**Records supplied**

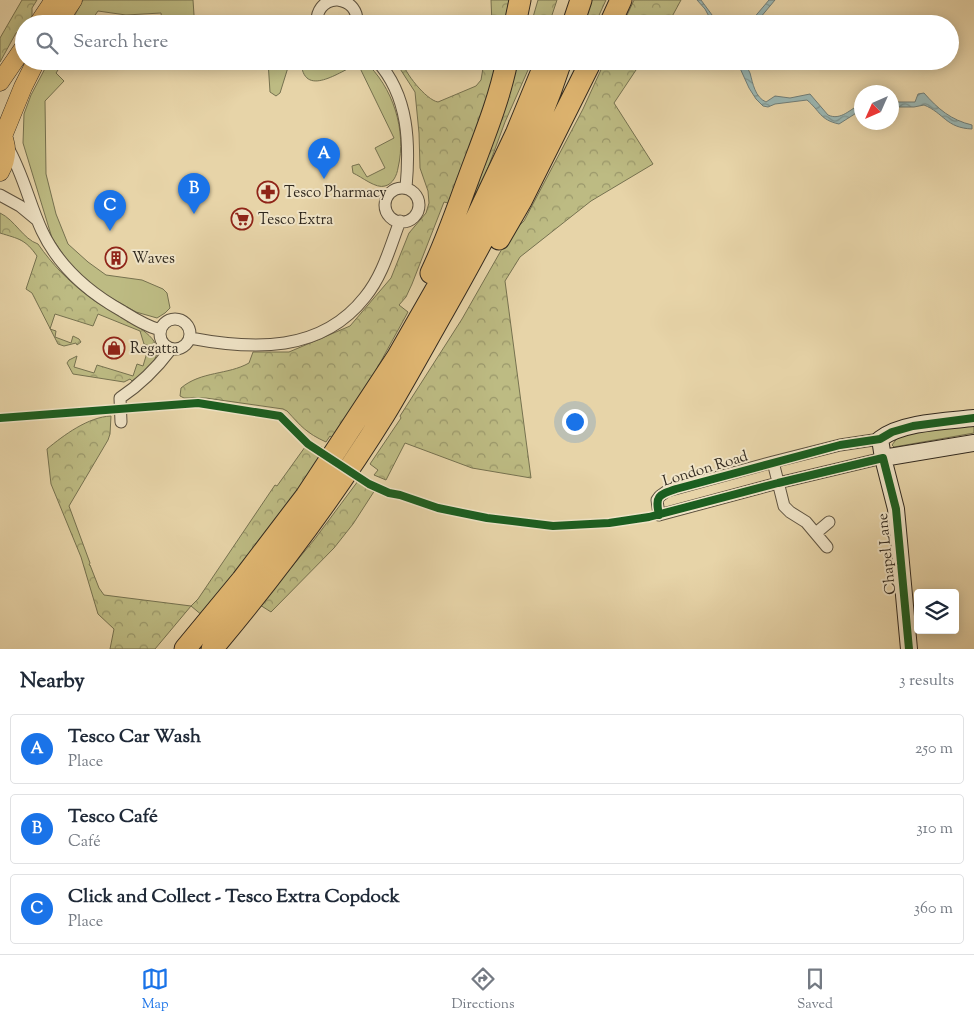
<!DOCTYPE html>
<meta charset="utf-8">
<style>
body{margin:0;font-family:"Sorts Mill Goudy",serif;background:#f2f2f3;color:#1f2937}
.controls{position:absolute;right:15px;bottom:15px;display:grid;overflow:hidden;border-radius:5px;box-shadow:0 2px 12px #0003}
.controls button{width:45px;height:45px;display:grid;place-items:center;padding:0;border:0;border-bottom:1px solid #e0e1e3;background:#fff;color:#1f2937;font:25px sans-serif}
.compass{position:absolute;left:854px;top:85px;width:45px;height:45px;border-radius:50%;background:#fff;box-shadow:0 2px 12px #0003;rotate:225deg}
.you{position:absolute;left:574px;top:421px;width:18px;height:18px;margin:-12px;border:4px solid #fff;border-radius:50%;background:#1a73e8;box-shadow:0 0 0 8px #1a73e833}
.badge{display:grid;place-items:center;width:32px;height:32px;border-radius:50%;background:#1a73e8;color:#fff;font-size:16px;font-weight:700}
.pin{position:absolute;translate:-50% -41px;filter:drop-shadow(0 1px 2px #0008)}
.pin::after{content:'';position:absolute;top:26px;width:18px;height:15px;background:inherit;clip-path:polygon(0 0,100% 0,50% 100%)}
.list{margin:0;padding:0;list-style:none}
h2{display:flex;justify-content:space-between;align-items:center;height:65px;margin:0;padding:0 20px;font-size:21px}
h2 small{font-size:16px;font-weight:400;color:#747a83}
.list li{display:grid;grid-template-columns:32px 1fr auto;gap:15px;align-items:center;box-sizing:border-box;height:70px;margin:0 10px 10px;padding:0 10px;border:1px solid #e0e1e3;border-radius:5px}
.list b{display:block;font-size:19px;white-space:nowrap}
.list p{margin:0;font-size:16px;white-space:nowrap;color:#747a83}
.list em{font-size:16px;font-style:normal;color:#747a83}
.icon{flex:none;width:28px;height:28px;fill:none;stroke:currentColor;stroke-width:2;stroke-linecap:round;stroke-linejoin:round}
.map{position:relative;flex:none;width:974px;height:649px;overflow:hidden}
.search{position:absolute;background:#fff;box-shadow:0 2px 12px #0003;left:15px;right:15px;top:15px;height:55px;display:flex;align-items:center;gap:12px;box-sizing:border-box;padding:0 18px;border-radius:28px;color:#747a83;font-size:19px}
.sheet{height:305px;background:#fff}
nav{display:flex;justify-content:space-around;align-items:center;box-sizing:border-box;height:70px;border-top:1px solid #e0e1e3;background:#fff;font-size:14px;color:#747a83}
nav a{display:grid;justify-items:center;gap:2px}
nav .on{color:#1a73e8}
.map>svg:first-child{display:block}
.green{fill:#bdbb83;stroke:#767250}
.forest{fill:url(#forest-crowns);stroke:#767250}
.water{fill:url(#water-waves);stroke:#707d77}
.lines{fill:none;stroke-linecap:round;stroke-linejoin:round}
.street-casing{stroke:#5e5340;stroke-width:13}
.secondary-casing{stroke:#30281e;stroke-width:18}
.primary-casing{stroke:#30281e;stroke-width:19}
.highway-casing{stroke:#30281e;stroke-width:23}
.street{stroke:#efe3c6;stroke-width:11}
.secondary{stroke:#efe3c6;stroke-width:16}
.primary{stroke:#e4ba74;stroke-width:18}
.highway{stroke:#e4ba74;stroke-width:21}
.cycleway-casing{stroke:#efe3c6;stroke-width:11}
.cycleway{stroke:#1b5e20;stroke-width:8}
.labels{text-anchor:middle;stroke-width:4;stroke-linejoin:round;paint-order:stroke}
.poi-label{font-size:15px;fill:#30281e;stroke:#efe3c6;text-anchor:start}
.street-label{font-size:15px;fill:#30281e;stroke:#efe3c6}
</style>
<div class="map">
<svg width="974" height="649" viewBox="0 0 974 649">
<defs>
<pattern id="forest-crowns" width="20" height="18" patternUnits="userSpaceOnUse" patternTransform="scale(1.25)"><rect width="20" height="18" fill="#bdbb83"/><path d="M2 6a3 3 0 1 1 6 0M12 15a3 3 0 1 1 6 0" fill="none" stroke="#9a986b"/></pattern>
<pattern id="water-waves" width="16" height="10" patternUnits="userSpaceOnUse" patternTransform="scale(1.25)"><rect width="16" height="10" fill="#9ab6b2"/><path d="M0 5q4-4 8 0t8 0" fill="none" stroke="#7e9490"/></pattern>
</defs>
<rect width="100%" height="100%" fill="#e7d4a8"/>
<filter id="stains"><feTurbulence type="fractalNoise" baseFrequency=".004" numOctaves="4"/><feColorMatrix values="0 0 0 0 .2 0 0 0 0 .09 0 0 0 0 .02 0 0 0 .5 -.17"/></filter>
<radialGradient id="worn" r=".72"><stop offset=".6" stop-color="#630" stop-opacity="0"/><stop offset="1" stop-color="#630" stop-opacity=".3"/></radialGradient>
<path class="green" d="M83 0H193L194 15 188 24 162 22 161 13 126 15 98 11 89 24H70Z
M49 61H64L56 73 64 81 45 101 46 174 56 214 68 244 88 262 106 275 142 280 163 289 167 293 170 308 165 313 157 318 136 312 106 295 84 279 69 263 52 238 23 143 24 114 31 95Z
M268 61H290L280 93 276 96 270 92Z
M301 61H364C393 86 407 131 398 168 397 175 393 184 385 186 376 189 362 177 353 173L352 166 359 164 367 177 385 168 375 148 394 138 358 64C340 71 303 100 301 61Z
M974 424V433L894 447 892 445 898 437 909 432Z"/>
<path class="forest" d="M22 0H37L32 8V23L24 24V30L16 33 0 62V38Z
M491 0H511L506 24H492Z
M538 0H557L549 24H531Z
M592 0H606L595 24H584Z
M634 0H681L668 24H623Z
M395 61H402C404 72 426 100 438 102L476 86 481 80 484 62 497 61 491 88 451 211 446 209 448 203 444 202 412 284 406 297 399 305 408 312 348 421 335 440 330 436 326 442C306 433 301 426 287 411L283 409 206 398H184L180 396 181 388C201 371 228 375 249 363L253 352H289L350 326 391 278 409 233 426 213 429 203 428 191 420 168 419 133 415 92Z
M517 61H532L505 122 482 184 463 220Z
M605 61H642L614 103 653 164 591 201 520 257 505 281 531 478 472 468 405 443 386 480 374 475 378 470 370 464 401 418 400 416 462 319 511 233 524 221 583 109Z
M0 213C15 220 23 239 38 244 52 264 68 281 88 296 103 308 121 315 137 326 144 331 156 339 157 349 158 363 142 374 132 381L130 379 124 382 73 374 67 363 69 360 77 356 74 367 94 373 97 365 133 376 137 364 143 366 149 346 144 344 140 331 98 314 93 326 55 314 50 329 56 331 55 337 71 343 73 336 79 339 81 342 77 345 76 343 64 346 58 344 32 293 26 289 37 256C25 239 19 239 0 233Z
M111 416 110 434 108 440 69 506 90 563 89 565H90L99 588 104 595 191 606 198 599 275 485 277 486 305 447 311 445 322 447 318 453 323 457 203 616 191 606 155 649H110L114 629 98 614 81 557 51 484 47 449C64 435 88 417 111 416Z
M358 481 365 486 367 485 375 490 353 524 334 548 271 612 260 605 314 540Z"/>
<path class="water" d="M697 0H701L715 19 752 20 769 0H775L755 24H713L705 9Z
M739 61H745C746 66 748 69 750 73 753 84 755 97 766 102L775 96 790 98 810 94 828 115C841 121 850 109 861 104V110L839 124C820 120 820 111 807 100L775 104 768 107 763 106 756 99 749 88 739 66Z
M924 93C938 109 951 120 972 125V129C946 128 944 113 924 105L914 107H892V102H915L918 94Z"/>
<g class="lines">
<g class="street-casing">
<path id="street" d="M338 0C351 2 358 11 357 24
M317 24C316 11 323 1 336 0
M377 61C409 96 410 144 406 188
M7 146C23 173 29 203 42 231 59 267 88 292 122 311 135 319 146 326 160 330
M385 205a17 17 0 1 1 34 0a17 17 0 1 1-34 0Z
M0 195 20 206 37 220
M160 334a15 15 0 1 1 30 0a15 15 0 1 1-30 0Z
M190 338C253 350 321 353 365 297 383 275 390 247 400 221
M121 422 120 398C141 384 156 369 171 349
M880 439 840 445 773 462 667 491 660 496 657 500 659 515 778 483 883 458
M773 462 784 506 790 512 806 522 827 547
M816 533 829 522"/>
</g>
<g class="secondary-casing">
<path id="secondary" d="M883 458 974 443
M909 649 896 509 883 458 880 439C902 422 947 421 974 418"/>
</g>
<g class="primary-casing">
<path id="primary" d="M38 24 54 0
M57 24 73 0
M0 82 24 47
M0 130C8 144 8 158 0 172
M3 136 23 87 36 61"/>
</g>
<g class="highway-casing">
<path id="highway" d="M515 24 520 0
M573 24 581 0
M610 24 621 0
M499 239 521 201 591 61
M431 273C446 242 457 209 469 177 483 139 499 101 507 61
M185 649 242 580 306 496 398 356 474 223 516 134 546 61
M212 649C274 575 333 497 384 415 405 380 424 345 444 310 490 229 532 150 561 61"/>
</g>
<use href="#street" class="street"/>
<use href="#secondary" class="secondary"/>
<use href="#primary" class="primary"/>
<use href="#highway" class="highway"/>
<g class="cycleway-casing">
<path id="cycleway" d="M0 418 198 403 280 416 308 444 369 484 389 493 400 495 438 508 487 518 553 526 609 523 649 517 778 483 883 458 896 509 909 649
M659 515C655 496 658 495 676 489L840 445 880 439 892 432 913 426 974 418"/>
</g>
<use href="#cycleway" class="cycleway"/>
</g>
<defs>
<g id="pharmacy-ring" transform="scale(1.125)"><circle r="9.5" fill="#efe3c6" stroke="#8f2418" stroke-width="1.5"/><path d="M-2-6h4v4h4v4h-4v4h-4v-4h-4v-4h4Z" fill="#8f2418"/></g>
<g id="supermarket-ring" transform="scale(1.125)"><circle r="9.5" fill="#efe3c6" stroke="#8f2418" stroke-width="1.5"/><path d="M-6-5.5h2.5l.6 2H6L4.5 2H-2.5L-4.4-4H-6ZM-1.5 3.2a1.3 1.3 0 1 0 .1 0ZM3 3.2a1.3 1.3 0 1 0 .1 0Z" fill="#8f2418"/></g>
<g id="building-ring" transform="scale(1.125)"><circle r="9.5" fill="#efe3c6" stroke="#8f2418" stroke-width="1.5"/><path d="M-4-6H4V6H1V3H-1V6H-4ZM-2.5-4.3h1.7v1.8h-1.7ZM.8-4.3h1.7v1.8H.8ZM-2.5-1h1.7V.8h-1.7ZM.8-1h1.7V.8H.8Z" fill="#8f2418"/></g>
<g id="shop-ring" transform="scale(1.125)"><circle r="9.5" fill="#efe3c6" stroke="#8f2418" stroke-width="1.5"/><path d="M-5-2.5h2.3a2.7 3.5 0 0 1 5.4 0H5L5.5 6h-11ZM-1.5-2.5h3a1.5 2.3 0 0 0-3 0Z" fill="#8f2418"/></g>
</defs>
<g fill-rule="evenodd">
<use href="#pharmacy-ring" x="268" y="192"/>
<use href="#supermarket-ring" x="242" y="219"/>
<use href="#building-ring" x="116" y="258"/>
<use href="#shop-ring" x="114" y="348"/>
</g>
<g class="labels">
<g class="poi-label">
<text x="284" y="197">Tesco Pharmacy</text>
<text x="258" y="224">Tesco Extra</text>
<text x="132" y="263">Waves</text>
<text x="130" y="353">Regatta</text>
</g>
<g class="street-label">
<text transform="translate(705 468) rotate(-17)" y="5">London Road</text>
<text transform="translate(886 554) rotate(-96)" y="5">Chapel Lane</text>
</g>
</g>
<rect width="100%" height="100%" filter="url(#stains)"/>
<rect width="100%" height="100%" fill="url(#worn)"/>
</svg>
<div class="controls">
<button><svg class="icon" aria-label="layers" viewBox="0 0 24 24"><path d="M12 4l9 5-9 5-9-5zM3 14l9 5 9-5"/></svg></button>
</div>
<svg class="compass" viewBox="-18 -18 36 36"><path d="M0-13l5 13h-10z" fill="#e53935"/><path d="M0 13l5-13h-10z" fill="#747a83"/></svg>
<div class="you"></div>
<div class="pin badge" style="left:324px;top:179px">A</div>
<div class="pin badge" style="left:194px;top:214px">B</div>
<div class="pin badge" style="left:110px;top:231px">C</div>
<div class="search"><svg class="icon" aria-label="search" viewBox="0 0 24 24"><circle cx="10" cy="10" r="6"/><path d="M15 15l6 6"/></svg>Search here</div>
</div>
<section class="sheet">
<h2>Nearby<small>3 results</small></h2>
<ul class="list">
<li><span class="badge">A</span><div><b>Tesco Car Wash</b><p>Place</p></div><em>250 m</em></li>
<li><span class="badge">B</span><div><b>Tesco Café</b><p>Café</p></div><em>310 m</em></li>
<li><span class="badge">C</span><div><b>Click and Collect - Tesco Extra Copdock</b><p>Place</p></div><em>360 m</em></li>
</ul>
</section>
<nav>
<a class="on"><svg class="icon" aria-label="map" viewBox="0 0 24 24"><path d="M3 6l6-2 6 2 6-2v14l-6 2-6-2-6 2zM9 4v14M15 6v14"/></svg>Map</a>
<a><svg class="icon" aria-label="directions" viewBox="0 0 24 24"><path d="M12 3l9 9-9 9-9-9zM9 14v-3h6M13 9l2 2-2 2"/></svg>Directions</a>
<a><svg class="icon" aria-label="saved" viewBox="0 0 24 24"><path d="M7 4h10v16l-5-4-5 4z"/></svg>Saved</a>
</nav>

**Task details**
In how many lines of the listing does the word "linecap" appear? Give the number and no other words.

**Completed task**
2